# [WHAT YOU SHOULD DO]
Beginning with the first line, please repeat the entries exactly and end on the line that contains "font-size:20px; font-style:normal; color:#747a83".

Extracted records:
^^^^^^^^

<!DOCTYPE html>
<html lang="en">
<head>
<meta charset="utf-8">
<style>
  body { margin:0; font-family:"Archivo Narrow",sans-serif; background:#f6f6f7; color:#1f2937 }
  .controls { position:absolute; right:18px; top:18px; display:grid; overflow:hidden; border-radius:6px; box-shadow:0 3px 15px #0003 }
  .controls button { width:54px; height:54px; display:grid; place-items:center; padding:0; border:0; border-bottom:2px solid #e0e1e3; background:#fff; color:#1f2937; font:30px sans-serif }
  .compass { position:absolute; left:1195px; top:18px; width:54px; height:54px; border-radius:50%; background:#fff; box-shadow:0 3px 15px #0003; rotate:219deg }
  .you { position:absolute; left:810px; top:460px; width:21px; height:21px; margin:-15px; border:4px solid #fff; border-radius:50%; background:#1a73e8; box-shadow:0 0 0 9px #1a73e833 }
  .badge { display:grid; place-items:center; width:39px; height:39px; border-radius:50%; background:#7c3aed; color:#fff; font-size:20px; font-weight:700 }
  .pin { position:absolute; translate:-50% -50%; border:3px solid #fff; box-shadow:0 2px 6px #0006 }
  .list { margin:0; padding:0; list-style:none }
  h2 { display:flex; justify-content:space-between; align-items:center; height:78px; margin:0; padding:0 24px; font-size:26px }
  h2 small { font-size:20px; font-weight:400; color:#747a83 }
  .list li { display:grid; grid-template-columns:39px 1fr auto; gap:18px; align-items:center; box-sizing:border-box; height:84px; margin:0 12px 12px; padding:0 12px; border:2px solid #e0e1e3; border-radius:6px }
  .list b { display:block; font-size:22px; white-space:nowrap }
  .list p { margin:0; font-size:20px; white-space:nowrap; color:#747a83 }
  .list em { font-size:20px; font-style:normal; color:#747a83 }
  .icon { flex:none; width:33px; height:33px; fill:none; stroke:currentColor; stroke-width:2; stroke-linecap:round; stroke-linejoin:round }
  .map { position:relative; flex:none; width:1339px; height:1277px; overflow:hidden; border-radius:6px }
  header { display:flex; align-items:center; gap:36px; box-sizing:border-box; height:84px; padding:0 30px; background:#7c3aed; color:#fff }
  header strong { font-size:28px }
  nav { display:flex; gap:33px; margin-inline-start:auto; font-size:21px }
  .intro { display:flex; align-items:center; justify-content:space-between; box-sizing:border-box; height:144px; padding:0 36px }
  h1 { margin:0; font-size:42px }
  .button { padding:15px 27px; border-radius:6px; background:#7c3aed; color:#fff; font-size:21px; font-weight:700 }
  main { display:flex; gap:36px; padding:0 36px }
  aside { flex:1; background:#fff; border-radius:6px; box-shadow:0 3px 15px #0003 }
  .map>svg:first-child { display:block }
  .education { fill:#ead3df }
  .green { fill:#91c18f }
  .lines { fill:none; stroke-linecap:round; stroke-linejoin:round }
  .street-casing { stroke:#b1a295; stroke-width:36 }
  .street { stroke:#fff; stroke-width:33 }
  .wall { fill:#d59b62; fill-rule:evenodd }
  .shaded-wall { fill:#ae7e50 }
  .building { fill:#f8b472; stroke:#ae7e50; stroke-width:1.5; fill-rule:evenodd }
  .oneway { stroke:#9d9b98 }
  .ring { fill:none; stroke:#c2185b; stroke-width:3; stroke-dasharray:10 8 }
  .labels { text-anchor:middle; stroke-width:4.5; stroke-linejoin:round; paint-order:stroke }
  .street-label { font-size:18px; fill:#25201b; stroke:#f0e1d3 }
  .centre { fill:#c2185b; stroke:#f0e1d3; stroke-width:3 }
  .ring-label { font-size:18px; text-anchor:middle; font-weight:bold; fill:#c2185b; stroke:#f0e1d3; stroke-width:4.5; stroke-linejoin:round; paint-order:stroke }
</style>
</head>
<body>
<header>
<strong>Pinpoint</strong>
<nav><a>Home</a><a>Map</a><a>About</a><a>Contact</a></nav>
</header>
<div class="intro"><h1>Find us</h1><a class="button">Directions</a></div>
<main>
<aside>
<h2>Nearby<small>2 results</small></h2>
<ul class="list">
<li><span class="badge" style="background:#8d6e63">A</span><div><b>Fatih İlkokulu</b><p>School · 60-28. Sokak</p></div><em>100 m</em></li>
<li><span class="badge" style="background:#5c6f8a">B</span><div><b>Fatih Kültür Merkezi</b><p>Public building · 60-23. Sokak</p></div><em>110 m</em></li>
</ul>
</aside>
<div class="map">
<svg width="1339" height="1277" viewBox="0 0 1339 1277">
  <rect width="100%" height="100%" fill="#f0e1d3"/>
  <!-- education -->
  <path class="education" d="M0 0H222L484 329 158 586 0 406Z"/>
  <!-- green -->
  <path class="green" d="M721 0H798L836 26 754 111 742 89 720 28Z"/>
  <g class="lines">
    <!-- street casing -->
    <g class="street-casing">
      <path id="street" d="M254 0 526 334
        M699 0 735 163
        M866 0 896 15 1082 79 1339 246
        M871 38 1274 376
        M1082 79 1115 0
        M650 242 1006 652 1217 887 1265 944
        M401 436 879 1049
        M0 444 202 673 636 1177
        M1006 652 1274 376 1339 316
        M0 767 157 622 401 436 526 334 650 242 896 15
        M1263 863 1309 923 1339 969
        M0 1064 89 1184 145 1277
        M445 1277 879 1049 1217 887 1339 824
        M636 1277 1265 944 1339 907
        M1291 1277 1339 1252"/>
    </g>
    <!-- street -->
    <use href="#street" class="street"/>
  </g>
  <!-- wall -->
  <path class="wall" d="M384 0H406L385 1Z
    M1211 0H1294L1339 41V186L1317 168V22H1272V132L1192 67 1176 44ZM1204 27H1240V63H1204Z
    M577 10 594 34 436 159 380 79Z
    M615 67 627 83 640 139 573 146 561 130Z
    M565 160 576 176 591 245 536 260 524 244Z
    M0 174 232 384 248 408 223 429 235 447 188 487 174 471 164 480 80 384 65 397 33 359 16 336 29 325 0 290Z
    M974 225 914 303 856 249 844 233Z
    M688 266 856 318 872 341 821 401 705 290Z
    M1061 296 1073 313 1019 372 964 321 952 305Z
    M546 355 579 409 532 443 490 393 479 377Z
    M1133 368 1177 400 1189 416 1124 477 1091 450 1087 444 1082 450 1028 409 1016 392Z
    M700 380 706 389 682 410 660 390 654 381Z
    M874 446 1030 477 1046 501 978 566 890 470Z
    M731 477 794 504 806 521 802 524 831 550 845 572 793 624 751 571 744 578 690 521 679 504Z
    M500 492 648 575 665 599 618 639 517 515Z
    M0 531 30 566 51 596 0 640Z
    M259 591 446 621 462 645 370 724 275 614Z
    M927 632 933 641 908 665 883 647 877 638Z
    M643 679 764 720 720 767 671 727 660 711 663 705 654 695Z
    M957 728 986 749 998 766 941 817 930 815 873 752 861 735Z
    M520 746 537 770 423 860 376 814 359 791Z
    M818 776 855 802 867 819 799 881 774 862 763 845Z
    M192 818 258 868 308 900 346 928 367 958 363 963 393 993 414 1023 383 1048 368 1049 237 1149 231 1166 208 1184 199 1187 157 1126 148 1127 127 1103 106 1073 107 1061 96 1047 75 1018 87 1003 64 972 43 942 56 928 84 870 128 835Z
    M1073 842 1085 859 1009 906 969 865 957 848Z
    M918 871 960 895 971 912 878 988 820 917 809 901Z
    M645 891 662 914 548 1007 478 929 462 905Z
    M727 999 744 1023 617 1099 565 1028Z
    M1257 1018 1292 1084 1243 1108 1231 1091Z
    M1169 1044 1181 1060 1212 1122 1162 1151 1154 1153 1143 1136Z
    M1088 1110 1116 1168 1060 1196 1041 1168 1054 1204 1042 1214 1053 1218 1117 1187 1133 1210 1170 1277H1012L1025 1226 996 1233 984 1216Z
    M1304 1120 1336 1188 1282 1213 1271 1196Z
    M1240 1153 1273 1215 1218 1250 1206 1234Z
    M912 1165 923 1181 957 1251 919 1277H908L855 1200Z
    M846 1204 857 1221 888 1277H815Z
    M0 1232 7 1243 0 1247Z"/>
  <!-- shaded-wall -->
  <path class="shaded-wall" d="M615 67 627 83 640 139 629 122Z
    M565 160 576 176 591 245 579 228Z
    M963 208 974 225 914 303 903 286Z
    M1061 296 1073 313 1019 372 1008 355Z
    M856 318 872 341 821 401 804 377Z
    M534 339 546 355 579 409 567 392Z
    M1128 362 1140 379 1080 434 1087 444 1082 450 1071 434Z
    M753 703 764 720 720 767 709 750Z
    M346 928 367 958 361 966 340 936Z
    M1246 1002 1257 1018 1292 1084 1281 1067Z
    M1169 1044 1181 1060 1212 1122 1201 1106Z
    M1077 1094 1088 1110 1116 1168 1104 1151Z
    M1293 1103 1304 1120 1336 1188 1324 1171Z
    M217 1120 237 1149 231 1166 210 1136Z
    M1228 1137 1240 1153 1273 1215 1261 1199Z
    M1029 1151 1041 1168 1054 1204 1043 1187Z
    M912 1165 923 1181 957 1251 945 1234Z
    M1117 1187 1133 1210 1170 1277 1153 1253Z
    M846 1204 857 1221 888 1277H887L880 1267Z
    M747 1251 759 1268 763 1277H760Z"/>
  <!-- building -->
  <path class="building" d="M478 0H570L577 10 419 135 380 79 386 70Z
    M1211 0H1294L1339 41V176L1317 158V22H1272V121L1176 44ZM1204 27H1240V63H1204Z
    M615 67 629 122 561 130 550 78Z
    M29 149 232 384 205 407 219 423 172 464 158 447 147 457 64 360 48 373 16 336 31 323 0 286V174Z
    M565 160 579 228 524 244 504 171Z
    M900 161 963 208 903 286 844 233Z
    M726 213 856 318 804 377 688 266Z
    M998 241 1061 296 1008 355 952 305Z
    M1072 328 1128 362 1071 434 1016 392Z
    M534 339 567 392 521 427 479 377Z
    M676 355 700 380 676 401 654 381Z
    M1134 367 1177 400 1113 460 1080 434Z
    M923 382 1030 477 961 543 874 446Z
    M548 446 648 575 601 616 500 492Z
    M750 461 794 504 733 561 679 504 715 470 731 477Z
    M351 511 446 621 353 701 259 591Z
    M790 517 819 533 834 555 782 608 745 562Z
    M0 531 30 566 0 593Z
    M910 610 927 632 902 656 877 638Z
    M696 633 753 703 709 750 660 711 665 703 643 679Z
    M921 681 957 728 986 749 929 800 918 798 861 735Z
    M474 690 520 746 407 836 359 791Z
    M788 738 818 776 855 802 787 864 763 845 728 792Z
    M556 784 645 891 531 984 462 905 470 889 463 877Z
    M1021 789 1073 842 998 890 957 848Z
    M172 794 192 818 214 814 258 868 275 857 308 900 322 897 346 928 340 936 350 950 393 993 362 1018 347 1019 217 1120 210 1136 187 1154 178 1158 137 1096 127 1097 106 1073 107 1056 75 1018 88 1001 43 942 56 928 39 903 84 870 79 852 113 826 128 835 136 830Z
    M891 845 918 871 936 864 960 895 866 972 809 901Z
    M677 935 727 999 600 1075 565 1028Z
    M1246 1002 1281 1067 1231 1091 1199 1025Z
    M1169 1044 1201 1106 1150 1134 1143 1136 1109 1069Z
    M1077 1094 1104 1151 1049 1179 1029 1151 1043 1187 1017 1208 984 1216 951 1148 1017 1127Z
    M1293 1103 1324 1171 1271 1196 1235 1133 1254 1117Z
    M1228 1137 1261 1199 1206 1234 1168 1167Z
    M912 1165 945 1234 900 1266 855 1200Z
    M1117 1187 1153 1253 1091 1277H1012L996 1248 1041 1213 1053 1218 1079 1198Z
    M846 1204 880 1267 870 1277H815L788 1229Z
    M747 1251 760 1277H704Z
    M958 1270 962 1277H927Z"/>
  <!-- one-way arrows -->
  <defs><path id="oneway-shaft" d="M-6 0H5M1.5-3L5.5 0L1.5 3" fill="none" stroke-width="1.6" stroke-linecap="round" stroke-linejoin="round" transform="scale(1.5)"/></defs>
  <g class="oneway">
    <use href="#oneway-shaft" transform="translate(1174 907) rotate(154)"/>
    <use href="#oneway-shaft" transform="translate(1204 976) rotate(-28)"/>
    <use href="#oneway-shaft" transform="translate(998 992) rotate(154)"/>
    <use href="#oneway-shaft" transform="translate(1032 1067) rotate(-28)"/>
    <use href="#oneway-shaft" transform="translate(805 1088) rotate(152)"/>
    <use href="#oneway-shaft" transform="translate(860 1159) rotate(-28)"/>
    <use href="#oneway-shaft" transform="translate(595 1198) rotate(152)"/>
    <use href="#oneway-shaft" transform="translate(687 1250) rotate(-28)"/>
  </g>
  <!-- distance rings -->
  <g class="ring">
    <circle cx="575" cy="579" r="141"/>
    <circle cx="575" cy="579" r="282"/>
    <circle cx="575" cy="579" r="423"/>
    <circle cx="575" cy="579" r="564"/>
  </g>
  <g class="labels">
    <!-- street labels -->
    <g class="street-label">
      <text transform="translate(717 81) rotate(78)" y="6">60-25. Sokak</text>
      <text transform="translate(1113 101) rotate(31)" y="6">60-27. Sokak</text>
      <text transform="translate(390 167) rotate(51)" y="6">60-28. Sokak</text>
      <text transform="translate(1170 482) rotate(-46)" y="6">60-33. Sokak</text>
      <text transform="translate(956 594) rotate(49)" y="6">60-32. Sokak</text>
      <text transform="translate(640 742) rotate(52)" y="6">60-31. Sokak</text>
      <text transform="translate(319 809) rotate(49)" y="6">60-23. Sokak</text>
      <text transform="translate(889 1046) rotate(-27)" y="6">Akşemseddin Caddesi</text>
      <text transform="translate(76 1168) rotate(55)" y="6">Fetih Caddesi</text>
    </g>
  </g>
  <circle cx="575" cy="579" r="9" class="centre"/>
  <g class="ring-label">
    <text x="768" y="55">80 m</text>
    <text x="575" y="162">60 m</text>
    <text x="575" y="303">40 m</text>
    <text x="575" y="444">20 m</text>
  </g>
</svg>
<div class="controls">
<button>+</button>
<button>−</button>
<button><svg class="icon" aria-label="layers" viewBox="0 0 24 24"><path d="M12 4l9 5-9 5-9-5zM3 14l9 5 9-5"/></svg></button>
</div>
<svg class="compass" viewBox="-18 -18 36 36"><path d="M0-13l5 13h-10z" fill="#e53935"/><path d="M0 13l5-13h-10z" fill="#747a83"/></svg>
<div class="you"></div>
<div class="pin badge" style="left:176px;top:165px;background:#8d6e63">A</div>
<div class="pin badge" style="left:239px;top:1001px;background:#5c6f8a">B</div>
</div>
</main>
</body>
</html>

^^^^^^^^

# [ANSWER FOR THE TASK]
<!DOCTYPE html>
<html lang="en">
<head>
<meta charset="utf-8">
<style>
  body { margin:0; font-family:"Archivo Narrow",sans-serif; background:#f6f6f7; color:#1f2937 }
  .controls { position:absolute; right:18px; top:18px; display:grid; overflow:hidden; border-radius:6px; box-shadow:0 3px 15px #0003 }
  .controls button { width:54px; height:54px; display:grid; place-items:center; padding:0; border:0; border-bottom:2px solid #e0e1e3; background:#fff; color:#1f2937; font:30px sans-serif }
  .compass { position:absolute; left:1195px; top:18px; width:54px; height:54px; border-radius:50%; background:#fff; box-shadow:0 3px 15px #0003; rotate:219deg }
  .you { position:absolute; left:810px; top:460px; width:21px; height:21px; margin:-15px; border:4px solid #fff; border-radius:50%; background:#1a73e8; box-shadow:0 0 0 9px #1a73e833 }
  .badge { display:grid; place-items:center; width:39px; height:39px; border-radius:50%; background:#7c3aed; color:#fff; font-size:20px; font-weight:700 }
  .pin { position:absolute; translate:-50% -50%; border:3px solid #fff; box-shadow:0 2px 6px #0006 }
  .list { margin:0; padding:0; list-style:none }
  h2 { display:flex; justify-content:space-between; align-items:center; height:78px; margin:0; padding:0 24px; font-size:26px }
  h2 small { font-size:20px; font-weight:400; color:#747a83 }
  .list li { display:grid; grid-template-columns:39px 1fr auto; gap:18px; align-items:center; box-sizing:border-box; height:84px; margin:0 12px 12px; padding:0 12px; border:2px solid #e0e1e3; border-radius:6px }
  .list b { display:block; font-size:22px; white-space:nowrap }
  .list p { margin:0; font-size:20px; white-space:nowrap; color:#747a83 }
  .list em { font-size:20px; font-style:normal; color:#747a83 }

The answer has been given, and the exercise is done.